All taxpayers are required to report any sale proceeds and gains or losses from the sale of cryptocurrencies on their returns.

On tax forms, citizens are asked the following question: “At any time during 2023, did you: (a) receive (as a reward, award, or payment for property or services); or (b) sell, exchange, or otherwise dispose of a digital asset (or a financial interest in a digital asset)?”

Taxpayers filing forms 1040, 1040-SR, 1040-NR, 1041, 1065, 1120, 1120, and 1120S must answer the question regardless of whether or not they conducted digital asset transactions.

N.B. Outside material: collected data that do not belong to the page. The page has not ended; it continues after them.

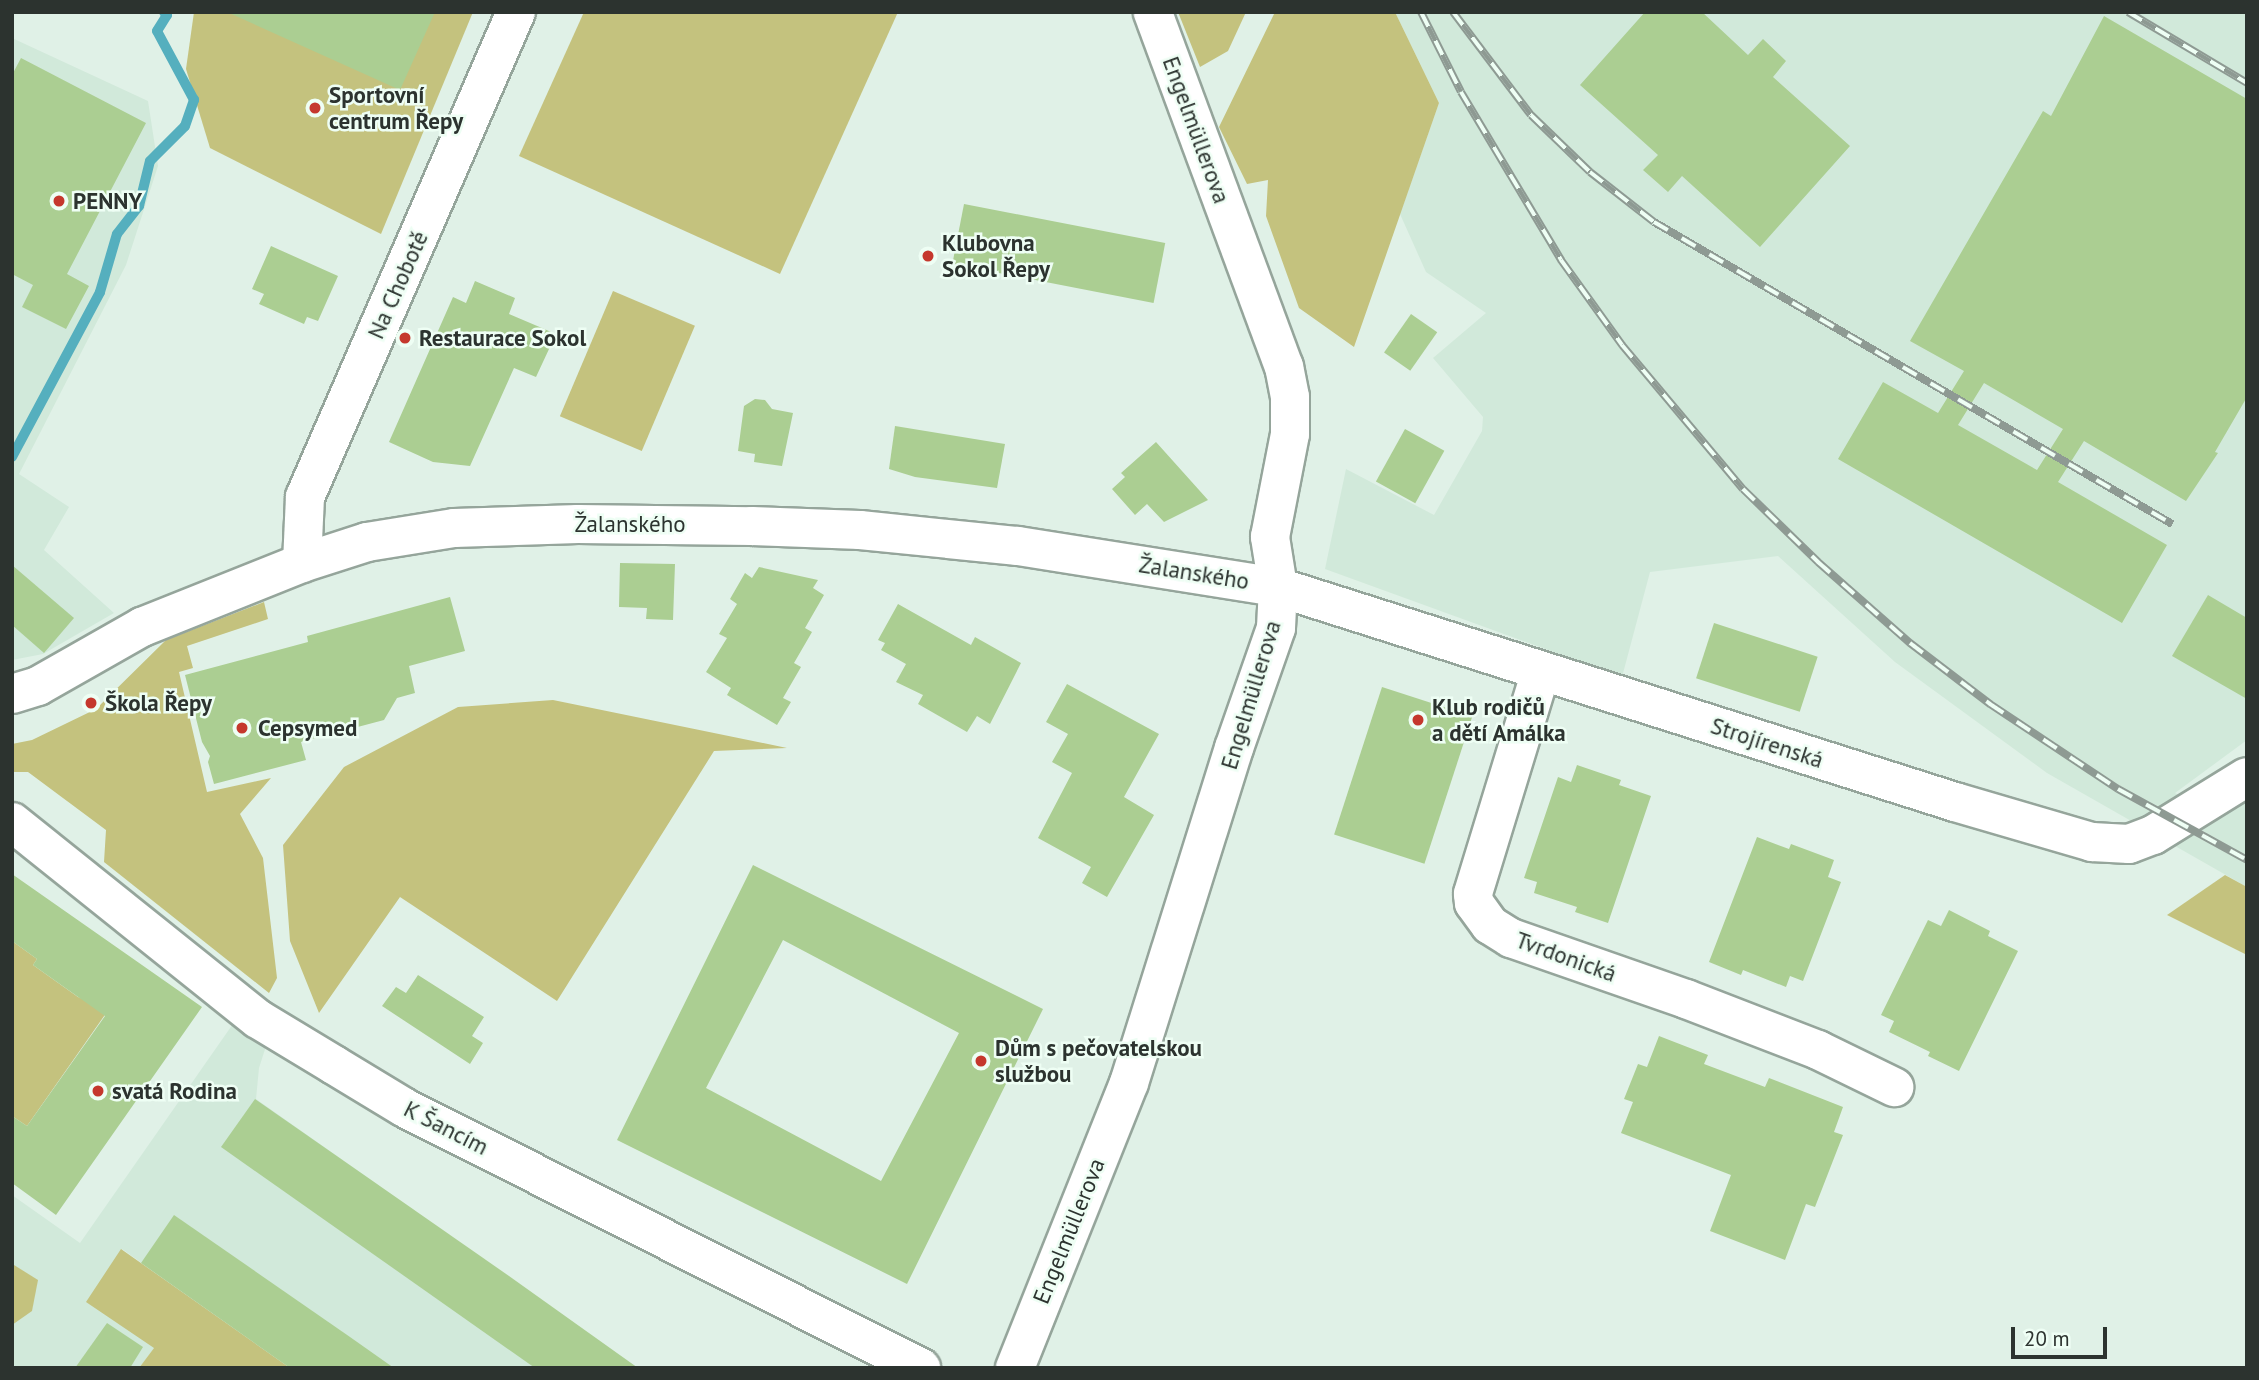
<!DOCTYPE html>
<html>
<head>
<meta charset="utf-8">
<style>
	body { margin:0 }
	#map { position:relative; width:2259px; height:1380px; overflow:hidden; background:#e0f1e7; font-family:"PT Sans",sans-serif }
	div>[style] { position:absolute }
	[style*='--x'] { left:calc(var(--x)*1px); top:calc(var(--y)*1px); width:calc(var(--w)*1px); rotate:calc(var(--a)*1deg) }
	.built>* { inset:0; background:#d1e9da }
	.green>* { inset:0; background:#c4c27e; transform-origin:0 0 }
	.stream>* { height:10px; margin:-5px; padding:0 5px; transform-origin:5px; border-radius:5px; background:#55afbe }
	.building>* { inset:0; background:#abce92; transform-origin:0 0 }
	.roads { filter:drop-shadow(2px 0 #95a59b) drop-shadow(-2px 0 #95a59b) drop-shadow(0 2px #95a59b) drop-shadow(0 -2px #95a59b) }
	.minor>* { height:38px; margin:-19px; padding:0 19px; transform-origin:19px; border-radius:19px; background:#fff }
	.rail>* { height:8px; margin-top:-4px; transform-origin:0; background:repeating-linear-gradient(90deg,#eefef4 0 16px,#8e9a93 0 32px); box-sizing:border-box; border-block:2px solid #8e9a93 }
	.dots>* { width:19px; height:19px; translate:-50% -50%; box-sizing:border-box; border:4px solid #eefef4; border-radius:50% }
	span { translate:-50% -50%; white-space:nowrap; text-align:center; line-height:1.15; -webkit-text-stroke:5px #eefef4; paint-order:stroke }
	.poi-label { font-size:23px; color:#2c332f; font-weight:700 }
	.left { translate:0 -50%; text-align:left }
	.street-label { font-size:23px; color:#2c332f }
	.frame { position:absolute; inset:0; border:14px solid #2c332f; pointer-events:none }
	.scale { position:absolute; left:2011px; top:1327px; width:96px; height:32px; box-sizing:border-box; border:4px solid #2c332f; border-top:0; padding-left:9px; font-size:21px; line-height:24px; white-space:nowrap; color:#2c332f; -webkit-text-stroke:5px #eefef4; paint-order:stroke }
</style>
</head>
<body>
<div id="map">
	<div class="built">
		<i style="clip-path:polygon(1395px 12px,2247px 12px,2247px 740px,2175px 793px,2217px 816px,2247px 797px,2247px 887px,2047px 773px,1895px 662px,1778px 556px,1650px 572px,1622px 677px,1325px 569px,1346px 469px,1434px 515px,1482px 431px,1483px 417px,1433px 358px,1486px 313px,1426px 272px,1400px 214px,1439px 103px)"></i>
		<i style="clip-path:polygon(12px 38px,148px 101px,158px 166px,126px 265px,19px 474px,69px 507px,44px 550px,114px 613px,43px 654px,12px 660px)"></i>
		<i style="clip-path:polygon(235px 1021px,267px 1043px,259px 1068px,256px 1099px,638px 1368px,290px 1368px,122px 1249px,154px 1348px,139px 1368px,12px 1368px,12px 1195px,80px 1243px)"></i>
	</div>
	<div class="green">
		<i style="clip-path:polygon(194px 12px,473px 12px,381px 234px,210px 148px,186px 69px)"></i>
		<i style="clip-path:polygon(584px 12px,898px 12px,780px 274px,519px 156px)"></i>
		<i style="clip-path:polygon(1178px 12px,1246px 12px,1228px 51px,1200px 67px)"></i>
		<i style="clip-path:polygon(1275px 12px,1395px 12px,1439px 103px,1354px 347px,1299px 308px,1266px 216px,1268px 180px,1247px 184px,1219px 127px)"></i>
		<i style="left:613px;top:291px;width:89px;height:136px;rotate:23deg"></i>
		<i style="clip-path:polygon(264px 602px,268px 619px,187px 646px,193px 668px,179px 672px,207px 792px,271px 778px,240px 814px,263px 858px,277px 978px,269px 993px,104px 862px,106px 830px,28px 772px,12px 772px,12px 744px,32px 740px,96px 709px,166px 640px)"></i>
		<i style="clip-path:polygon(553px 700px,787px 748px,714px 751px,557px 1001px,400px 897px,319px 1013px,290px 941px,283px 845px,344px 767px,458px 707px)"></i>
		<i style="clip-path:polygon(2225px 875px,2247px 887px,2247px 955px,2167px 915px)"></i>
		<i style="clip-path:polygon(12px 941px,37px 959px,33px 965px,78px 997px,109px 1009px,27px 1126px,12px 1116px)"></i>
		<i style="clip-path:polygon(121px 1249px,290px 1368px,139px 1368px,154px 1348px,86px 1302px)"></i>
		<i style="clip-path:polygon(14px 1265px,38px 1280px,32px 1311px,12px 1325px)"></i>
	</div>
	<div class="stream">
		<i style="--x:12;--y:457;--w:187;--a:-61.9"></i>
		<i style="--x:100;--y:292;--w:60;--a:-73.7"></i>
		<i style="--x:117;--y:234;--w:36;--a:-52"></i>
		<i style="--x:139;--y:206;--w:46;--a:-76.3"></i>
		<i style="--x:150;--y:161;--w:49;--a:-45"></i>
		<i style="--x:185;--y:126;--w:28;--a:-71"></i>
		<i style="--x:194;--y:100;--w:78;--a:-118.2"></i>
		<i style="--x:157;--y:31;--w:19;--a:-58"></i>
		<i style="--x:167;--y:15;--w:4;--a:-135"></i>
	</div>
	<div class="building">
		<i style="clip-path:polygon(227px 12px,435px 12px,400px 90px)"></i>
		<i style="clip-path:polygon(1645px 12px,1702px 12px,1748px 55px,1763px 39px,1786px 61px,1773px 77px,1850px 146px,1760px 247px,1682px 176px,1668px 192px,1643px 170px,1658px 155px,1580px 85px)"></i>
		<i style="clip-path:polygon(evenodd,2104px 16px,2247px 99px,2247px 397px,2215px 452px,2218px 453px,2186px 501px,2084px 441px,2058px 482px,2167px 545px,2122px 623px,1838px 459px,1883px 382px,1938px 413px,1964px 371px,1910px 341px,2043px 111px,2051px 116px,2104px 16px,1984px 383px,2063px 429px,2037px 470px,1958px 425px,1984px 383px)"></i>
		<i style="clip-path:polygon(21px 58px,146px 123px,67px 274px,89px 286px,66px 329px,22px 307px,33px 285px,12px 274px,12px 75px)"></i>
		<i style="left:964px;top:204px;width:205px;height:61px;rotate:11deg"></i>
		<i style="clip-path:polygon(271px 246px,338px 276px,318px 321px,307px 317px,304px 324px,259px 304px,264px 294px,252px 289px)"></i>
		<i style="clip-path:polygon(475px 281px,515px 298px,509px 314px,556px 334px,536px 377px,514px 368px,470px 466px,433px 462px,389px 442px,453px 297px,466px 303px)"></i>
		<i style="left:1411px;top:314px;width:32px;height:47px;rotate:35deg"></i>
		<i style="clip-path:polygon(755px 399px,765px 400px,772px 409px,793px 413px,782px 466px,754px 462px,755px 454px,738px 451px,744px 406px)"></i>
		<i style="clip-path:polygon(895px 426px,1005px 444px,997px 488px,915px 477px,889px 469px)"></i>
		<i style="left:1405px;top:429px;width:45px;height:60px;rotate:29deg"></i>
		<i style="clip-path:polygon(1156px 442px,1208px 500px,1164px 522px,1147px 504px,1135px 515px,1112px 489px,1125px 477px,1121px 473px)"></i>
		<i style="clip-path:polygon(620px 563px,675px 564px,673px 620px,646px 619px,647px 608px,619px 607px)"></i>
		<i style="clip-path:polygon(12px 565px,74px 618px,44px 653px,12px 625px)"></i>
		<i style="clip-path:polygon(759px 567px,818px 580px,813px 588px,824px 595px,805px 628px,812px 632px,794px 663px,801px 667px,783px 698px,791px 702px,777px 725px,727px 695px,731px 688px,706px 672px,727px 638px,719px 634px,737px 604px,730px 599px,745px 573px,752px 578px)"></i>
		<i style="clip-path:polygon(2208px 595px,2247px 618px,2247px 699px,2172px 656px)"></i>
		<i style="clip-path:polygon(450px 597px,465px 651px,409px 666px,415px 693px,397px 698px,384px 720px,301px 742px,306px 760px,214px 784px,208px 762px,210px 756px,202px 742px,185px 675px,308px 642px,307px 636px)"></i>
		<i style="clip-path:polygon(898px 604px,971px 645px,975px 637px,1021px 663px,990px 724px,977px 716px,967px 732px,918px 704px,923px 695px,896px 682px,906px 664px,881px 650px,885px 643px,878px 640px)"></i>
		<i style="left:1714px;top:623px;width:109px;height:58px;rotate:18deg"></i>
		<i style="clip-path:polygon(1067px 684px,1159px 734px,1124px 797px,1154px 815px,1107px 897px,1082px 883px,1091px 867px,1038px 838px,1072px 773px,1052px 762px,1068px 734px,1046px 722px)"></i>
		<i style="left:1382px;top:687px;width:95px;height:155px;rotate:18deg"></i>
		<i style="clip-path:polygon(1577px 765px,1621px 780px,1619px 785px,1651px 796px,1608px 923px,1575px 912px,1577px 907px,1534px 893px,1537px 882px,1524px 878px,1558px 777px,1571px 782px)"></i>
		<i style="clip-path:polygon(1757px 837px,1789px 849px,1791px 844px,1834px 860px,1828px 877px,1841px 882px,1803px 981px,1790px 976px,1786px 987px,1743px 970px,1741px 975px,1709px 962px)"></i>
		<i style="clip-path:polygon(evenodd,753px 865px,1043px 1009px,907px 1284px,617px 1140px,753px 865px,783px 940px,959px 1033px,881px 1181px,706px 1088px,783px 940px)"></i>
		<i style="clip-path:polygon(12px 874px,202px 1007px,56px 1215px,12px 1183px,12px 1116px,27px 1126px,105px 1016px,33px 965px,37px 959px,12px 941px)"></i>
		<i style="clip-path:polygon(1949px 910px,1990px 931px,1988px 936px,2018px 951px,1959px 1071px,1928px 1056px,1930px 1052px,1889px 1032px,1894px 1021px,1881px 1015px,1928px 920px,1941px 926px)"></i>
		<i style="clip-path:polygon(418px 975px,484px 1017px,472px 1036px,483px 1043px,470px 1064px,382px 1006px,396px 987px,406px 993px)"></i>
		<i style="clip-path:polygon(1659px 1036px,1708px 1055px,1704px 1064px,1765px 1087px,1769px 1078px,1843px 1107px,1834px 1132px,1843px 1135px,1815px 1207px,1806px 1204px,1785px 1260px,1710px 1231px,1731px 1175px,1621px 1133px,1633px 1102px,1624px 1099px,1638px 1064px,1647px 1067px)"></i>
		<i style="clip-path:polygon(255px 1099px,509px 1276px,638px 1368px,535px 1368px,221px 1147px)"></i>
		<i style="clip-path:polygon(174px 1215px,350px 1337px,394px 1368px,290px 1368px,141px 1263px)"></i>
		<i style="clip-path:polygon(107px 1323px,143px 1347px,130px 1368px,75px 1368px)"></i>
	</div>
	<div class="roads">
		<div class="minor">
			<i style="--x:302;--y:563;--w:66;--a:-87.4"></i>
			<i style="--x:305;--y:497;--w:529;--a:-66.49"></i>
			<i style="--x:1541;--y:671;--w:233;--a:107"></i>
			<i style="--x:1473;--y:894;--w:9;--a:84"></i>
			<i style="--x:1474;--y:903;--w:27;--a:54"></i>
			<i style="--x:1490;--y:925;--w:25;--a:32"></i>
			<i style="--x:1511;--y:938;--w:185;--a:19.2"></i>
			<i style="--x:1686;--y:999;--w:142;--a:21.1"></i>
			<i style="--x:1818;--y:1050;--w:85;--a:26"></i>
			<i style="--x:12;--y:694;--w:27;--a:-17"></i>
			<i style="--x:38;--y:686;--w:120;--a:-29.6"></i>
			<i style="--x:142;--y:627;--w:172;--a:-21.8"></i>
			<i style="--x:302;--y:563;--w:68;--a:-17.9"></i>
			<i style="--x:367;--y:542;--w:88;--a:-9.1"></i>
			<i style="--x:454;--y:528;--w:124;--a:-1.8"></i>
			<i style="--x:578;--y:524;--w:174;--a:0.7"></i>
			<i style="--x:752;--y:526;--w:108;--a:2.1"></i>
			<i style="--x:860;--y:530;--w:159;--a:5.8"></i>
			<i style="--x:1018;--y:546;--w:263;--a:9"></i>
			<i style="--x:1278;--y:587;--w:710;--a:17.62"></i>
			<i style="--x:1955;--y:802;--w:143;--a:16.3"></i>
			<i style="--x:2092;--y:842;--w:37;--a:3"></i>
			<i style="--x:2129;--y:844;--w:26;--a:-21"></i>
			<i style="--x:2153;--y:835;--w:110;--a:-31.7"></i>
			<i style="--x:12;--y:822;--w:315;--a:38.7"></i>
			<i style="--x:258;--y:1019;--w:89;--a:31.2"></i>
			<i style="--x:334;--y:1065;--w:83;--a:31.2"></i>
			<i style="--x:405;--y:1108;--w:578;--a:26.74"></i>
			<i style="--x:1015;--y:1368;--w:307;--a:-68.2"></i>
			<i style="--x:1129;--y:1083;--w:351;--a:-72.6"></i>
			<i style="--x:1234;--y:748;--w:127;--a:-70.7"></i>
			<i style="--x:1276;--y:628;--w:41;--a:-87.2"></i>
			<i style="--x:1278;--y:587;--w:51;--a:-99.1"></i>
			<i style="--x:1270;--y:537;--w:105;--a:-79"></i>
			<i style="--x:1290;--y:434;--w:37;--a:-90"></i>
			<i style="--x:1290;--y:397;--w:31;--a:-101"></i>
			<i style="--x:1284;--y:367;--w:378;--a:-110.3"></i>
		</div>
	</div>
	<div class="rail">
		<i style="--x:1421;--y:12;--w:89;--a:63.4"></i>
		<i style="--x:1461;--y:92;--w:196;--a:59.2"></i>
		<i style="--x:1561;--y:260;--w:105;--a:54.3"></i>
		<i style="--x:1622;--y:345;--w:188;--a:50"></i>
		<i style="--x:1743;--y:489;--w:105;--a:44.2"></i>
		<i style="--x:1818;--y:562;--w:123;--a:41.4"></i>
		<i style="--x:1910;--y:643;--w:101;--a:37.3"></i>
		<i style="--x:1990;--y:704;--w:154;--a:33.6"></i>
		<i style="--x:2118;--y:789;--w:147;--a:28.8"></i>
		<i style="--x:1453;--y:12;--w:129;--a:52.9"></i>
		<i style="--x:1531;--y:115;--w:82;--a:44"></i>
		<i style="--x:1590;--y:172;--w:81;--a:38"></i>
		<i style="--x:1654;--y:222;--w:600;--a:30.24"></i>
		<i style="--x:2128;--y:12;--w:139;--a:30.8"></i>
	</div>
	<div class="dots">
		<i style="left:315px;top:108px;background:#c5382d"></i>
		<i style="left:59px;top:201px;background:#c5382d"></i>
		<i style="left:928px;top:256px;background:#c5382d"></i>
		<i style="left:405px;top:338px;background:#c5382d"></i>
		<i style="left:91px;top:703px;background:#c5382d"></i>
		<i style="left:1418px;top:720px;background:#c5382d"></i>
		<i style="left:242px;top:728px;background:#c5382d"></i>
		<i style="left:981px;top:1061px;background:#c5382d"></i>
		<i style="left:98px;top:1091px;background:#c5382d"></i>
	</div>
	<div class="poi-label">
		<span class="left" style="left:329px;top:108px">Sportovní<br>centrum Řepy</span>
		<span class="left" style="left:73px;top:201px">PENNY</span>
		<span class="left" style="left:942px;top:256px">Klubovna<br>Sokol Řepy</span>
		<span class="left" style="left:419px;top:338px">Restaurace Sokol</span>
		<span class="left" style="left:105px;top:703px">Škola Řepy</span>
		<span class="left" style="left:1432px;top:720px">Klub rodičů<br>a dětí Amálka</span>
		<span class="left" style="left:258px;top:728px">Cepsymed</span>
		<span class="left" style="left:995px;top:1061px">Dům s pečovatelskou<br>službou</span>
		<span class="left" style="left:112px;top:1091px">svatá Rodina</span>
	</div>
	<div class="street-label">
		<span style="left:1196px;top:130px;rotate:70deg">Engelmüllerova</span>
		<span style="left:398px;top:285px;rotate:-66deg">Na Chobotě</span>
		<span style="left:630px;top:524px">Žalanského</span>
		<span style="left:1194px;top:573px;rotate:9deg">Žalanského</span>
		<span style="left:1251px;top:695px;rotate:-73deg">Engelmüllerova</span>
		<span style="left:1767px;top:743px;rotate:18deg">Strojírenská</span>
		<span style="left:1566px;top:957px;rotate:20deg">Tvrdonická</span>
		<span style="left:446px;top:1128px;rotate:27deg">K Šancím</span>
		<span style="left:1069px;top:1231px;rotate:-68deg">Engelmüllerova</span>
	</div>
	<div class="frame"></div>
	<div class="scale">20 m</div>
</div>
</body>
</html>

New Client and ‘Ghost Preparer’ Scams

The IRS has issued recent warnings to tax professionals and businesses to watch out for specific types of hacking methods—”new client” spearfishing and “ghost preparers”—because of the increasing number of incidents.

“Phishing refers to emails or text messages designed to steal personal information directly, or by clicking on an embedded link or attachment; spearfishing is more targeted. Spearphishing is a type of phishing that targets specific individuals, organizations, or businesses, typically using malicious emails,” the IRS explained.

In the “new client” scam, cybercriminals impersonate real taxpayers and approach tax professionals, seeking help with their returns. The criminals then send phishing emails to get sensitive data or gain access to the tax preparer’s client information from their computer networks.

Individuals who use tax-preparation services should ensure that the highest security standards are maintained in the business for protecting critical data.

“It’s crucial for tax professionals and businesses to be wary of creative and evolving cyberattacks designed to access sensitive systems,” said IRS Commissioner Danny Werfel.

“Cyberattacks pose a threat to not just the livelihood of the businesses but the sensitive tax and personnel information that identity thieves can use to try filing fake tax returns.”

Earlier this month, the IRS alerted taxpayers to look out for “ghost preparers”—tax preparers who entice vulnerable people to take advantage of tax credits for which they do not qualify.

“These preparers can charge a large percentage fee of the refund or even steal the entire tax refund. After the tax return is prepared, these ‘ghost preparers’ can simply disappear, leaving well-meaning taxpayers to deal with the consequences,”the IRS said.

The agency listed out some of the warning signs of ghost preparers like asking for cash payments, often without a receipt, and with fee amounts typically calculated as a percentage of the refund amount.

They invent false income for the client so that the taxpayer can apparently claim deductions and get higher refunds. Some of them may try to convince taxpayers to deposit refunds in other bank accounts.

“Ghost preparers and other shady return preparers form a real threat every tax season to well-meaning taxpayers,” Mr. Werfel said. “We urge people to choose a trusted tax professional that will be around if questions arise later.”